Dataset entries
========================
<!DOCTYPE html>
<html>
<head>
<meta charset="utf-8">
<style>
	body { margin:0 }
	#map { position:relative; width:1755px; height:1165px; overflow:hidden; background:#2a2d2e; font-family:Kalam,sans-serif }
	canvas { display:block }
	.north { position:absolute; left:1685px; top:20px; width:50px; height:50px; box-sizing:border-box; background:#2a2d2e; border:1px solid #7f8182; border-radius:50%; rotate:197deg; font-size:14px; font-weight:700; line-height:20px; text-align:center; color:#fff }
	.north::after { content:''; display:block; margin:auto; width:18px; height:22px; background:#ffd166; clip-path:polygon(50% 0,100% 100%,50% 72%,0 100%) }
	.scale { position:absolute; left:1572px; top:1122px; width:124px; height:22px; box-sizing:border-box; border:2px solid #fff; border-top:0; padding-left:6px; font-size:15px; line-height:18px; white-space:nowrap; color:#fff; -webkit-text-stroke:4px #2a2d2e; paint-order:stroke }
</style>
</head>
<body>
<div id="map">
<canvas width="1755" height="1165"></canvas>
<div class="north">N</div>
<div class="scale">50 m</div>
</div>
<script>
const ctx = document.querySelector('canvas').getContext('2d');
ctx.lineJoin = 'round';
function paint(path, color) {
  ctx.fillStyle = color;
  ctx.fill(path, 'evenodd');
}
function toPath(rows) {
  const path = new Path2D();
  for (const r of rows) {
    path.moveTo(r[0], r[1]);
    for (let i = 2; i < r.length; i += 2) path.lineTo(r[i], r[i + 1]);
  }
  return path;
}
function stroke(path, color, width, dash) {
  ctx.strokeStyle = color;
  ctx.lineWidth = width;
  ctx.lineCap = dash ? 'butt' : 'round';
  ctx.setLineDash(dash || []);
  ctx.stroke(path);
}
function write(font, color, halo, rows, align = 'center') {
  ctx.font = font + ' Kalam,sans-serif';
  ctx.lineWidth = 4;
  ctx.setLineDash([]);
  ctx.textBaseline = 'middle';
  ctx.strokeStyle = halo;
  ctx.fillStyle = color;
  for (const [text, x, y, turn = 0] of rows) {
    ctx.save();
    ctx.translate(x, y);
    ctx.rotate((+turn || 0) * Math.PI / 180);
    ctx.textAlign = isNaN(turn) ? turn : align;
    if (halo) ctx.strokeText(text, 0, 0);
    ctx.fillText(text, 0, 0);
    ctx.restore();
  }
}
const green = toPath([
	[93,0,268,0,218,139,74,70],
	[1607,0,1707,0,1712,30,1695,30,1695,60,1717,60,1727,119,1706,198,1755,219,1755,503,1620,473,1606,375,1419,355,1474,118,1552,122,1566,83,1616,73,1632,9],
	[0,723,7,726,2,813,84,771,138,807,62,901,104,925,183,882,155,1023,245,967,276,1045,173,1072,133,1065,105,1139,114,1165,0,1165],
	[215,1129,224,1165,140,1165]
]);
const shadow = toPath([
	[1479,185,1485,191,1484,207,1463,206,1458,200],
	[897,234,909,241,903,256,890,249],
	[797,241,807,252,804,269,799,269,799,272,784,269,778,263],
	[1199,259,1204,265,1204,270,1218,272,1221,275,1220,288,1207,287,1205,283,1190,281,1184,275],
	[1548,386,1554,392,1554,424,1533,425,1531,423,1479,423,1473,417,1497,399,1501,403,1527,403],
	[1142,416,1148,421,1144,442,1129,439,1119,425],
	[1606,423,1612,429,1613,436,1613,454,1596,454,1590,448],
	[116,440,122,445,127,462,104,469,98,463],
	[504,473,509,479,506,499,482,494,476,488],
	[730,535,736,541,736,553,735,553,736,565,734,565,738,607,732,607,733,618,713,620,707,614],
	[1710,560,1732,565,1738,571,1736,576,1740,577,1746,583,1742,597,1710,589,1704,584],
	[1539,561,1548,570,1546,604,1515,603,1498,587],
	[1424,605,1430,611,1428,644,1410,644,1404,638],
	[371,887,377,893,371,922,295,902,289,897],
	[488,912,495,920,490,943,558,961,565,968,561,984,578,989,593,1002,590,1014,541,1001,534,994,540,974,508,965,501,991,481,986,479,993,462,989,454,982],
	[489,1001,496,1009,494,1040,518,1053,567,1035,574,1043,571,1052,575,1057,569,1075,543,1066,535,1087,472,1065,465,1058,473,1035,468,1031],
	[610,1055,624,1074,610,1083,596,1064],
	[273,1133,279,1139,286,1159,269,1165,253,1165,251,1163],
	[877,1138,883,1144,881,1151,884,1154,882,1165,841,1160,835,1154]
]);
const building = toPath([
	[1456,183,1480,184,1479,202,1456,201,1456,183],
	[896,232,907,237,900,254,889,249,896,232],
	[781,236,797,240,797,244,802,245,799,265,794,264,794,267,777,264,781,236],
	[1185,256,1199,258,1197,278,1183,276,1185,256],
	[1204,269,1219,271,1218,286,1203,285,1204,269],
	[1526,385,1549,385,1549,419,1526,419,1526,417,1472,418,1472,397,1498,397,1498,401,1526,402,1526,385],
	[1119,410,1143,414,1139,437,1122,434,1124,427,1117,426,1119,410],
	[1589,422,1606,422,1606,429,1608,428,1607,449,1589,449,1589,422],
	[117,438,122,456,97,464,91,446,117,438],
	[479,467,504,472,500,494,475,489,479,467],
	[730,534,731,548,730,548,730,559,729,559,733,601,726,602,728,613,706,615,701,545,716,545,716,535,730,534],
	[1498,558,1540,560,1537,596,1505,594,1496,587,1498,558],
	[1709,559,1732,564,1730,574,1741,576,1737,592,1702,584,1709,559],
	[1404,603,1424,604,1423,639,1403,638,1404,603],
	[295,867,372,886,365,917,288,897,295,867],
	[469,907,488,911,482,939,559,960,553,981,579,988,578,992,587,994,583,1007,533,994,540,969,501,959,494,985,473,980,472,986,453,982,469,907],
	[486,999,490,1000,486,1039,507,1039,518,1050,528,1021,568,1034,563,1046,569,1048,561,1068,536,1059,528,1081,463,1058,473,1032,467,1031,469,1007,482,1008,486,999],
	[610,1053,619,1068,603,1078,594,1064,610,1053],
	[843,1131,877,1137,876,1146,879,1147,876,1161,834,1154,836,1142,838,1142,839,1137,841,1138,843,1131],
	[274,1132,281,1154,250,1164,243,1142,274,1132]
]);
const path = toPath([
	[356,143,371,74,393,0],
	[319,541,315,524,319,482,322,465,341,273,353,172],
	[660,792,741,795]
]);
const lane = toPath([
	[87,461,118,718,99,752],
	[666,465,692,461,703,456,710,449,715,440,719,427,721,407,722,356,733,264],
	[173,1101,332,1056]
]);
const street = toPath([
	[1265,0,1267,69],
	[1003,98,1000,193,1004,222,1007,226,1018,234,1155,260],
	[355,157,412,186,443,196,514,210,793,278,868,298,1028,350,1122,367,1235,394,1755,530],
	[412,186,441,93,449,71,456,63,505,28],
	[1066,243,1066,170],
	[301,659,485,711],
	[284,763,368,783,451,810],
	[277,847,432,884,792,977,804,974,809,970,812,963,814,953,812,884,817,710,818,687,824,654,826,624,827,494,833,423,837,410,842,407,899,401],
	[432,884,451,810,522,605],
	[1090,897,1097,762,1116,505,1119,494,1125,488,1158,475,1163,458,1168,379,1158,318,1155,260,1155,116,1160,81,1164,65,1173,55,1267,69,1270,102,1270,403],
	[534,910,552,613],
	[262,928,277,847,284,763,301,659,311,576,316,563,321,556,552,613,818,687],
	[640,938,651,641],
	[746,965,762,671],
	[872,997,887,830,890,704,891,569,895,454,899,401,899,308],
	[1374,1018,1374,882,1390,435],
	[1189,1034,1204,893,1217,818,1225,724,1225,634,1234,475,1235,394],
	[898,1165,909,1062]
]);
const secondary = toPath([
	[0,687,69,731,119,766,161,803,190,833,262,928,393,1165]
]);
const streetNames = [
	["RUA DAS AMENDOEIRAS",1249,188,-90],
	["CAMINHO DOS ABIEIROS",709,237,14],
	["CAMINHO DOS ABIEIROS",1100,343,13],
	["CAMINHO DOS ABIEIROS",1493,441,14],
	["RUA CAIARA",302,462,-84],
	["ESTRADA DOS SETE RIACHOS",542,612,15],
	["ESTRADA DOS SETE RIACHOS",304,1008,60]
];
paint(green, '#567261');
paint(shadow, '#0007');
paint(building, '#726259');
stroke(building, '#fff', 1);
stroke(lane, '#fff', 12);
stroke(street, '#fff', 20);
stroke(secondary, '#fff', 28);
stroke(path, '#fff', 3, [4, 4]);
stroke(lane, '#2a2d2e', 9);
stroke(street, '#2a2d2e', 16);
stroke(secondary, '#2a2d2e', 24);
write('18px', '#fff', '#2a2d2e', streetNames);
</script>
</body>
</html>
========================
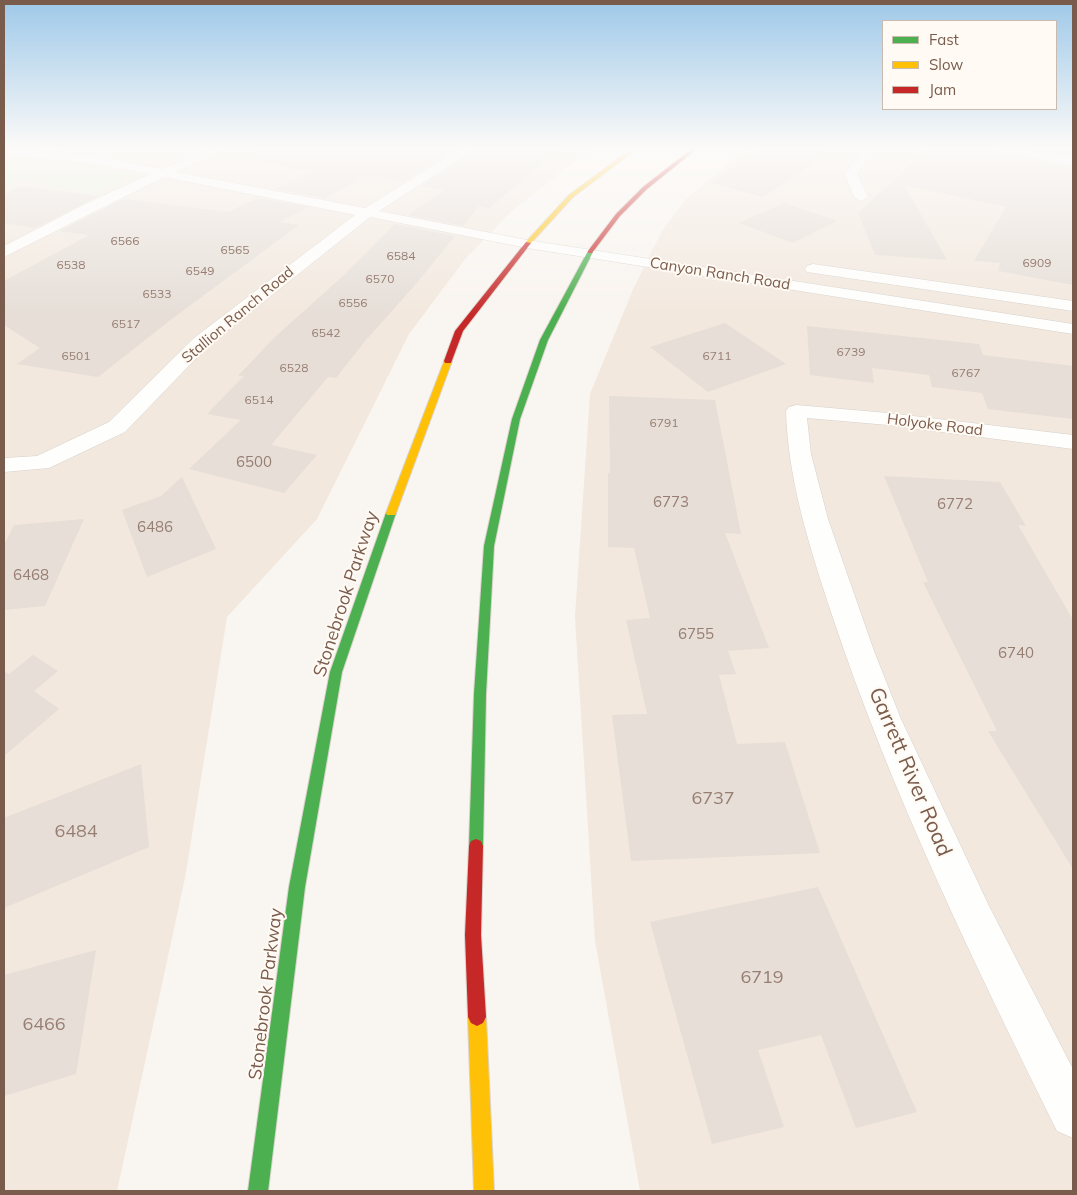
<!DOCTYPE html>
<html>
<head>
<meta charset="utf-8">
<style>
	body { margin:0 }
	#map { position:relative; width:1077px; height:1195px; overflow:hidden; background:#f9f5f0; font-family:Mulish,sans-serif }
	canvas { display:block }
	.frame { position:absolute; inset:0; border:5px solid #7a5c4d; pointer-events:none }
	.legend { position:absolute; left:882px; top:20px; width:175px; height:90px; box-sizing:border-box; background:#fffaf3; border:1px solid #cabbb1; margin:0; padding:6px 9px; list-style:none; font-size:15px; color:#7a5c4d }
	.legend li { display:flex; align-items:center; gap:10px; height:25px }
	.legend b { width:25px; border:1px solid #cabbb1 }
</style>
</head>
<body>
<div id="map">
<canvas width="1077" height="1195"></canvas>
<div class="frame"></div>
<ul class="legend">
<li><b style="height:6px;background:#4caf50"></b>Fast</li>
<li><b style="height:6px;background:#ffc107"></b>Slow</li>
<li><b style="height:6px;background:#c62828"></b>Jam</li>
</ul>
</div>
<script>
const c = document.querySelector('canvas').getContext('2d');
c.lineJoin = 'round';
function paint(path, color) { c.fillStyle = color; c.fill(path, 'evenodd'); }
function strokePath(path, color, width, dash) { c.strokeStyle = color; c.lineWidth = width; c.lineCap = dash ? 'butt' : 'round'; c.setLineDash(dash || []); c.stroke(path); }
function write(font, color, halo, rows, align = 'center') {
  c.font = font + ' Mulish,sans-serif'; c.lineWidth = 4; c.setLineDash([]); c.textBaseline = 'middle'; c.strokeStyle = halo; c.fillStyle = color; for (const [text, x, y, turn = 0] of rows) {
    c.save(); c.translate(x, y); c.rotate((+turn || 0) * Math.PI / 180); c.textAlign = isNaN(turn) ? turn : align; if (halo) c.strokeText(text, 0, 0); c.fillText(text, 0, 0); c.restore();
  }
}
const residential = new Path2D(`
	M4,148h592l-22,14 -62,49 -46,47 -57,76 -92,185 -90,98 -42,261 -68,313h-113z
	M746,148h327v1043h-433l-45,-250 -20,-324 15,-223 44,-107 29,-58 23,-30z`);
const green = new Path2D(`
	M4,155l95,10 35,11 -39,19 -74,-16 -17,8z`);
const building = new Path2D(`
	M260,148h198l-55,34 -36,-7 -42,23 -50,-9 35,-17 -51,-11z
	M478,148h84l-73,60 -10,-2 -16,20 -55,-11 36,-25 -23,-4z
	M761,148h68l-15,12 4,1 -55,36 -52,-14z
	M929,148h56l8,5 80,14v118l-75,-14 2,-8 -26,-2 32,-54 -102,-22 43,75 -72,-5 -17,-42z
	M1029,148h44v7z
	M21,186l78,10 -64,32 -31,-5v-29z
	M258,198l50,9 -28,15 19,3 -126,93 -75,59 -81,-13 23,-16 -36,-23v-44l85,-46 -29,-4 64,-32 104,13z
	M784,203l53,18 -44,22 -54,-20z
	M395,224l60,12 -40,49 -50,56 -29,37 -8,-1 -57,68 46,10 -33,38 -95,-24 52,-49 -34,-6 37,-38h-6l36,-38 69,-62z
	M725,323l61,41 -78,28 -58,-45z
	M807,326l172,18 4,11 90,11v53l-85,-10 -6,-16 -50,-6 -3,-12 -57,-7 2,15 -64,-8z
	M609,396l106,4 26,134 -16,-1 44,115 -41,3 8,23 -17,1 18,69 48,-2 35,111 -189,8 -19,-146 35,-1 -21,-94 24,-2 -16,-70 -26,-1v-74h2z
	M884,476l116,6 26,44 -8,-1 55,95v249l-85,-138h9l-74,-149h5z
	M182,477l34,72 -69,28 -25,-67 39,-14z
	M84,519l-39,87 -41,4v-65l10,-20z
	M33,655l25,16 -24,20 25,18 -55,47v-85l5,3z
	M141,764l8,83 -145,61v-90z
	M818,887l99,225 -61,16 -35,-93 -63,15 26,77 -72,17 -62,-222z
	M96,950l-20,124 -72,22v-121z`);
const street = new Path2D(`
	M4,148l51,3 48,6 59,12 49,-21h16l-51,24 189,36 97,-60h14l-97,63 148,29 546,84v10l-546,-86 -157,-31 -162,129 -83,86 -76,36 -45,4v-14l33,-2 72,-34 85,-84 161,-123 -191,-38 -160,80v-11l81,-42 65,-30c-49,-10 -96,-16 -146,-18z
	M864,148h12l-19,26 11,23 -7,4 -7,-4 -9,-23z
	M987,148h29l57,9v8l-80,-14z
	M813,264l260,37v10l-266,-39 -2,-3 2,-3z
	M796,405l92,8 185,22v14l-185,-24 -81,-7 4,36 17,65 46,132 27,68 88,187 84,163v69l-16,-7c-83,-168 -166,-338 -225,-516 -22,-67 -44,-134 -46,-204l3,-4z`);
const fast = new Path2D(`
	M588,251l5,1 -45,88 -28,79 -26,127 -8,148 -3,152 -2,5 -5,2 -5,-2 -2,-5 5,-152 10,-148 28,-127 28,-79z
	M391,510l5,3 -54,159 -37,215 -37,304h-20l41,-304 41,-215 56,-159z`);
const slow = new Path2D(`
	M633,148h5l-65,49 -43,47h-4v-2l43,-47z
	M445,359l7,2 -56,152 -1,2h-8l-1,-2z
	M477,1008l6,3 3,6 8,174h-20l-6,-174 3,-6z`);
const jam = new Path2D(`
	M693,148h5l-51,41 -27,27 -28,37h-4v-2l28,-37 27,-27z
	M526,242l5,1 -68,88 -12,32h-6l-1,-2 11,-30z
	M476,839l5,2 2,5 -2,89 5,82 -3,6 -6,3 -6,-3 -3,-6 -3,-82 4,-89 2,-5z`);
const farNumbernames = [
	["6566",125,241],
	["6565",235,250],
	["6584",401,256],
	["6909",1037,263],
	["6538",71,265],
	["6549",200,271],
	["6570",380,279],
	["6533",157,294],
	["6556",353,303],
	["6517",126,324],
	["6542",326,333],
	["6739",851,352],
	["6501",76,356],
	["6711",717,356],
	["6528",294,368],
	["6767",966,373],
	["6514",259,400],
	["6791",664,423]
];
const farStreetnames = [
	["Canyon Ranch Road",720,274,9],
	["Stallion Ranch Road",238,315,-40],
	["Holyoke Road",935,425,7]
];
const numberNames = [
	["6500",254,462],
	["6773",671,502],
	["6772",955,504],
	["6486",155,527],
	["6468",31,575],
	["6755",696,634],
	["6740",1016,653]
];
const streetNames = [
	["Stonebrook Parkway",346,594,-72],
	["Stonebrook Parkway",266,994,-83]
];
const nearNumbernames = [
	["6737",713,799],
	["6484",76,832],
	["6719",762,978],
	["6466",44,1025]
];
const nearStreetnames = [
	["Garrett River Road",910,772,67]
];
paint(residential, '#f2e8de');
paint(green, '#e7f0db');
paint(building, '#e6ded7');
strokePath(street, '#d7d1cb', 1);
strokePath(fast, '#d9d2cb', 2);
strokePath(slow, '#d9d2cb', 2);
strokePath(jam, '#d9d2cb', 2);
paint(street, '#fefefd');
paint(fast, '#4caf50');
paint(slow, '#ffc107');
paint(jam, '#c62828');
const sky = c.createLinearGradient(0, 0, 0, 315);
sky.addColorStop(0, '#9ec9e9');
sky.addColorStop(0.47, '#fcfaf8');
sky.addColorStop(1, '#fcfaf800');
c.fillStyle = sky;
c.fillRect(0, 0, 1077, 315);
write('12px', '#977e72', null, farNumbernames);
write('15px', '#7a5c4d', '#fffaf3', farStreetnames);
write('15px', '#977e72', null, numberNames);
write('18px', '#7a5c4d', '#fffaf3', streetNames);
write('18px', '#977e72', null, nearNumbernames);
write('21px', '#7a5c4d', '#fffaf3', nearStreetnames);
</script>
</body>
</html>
========================
#### Aim of the task:
Above are the records; copy each line from them that includes the string "addColorStop".

#### Response to the exercise:
sky.addColorStop(0, '#9ec9e9');
sky.addColorStop(0.47, '#fcfaf8');
sky.addColorStop(1, '#fcfaf800');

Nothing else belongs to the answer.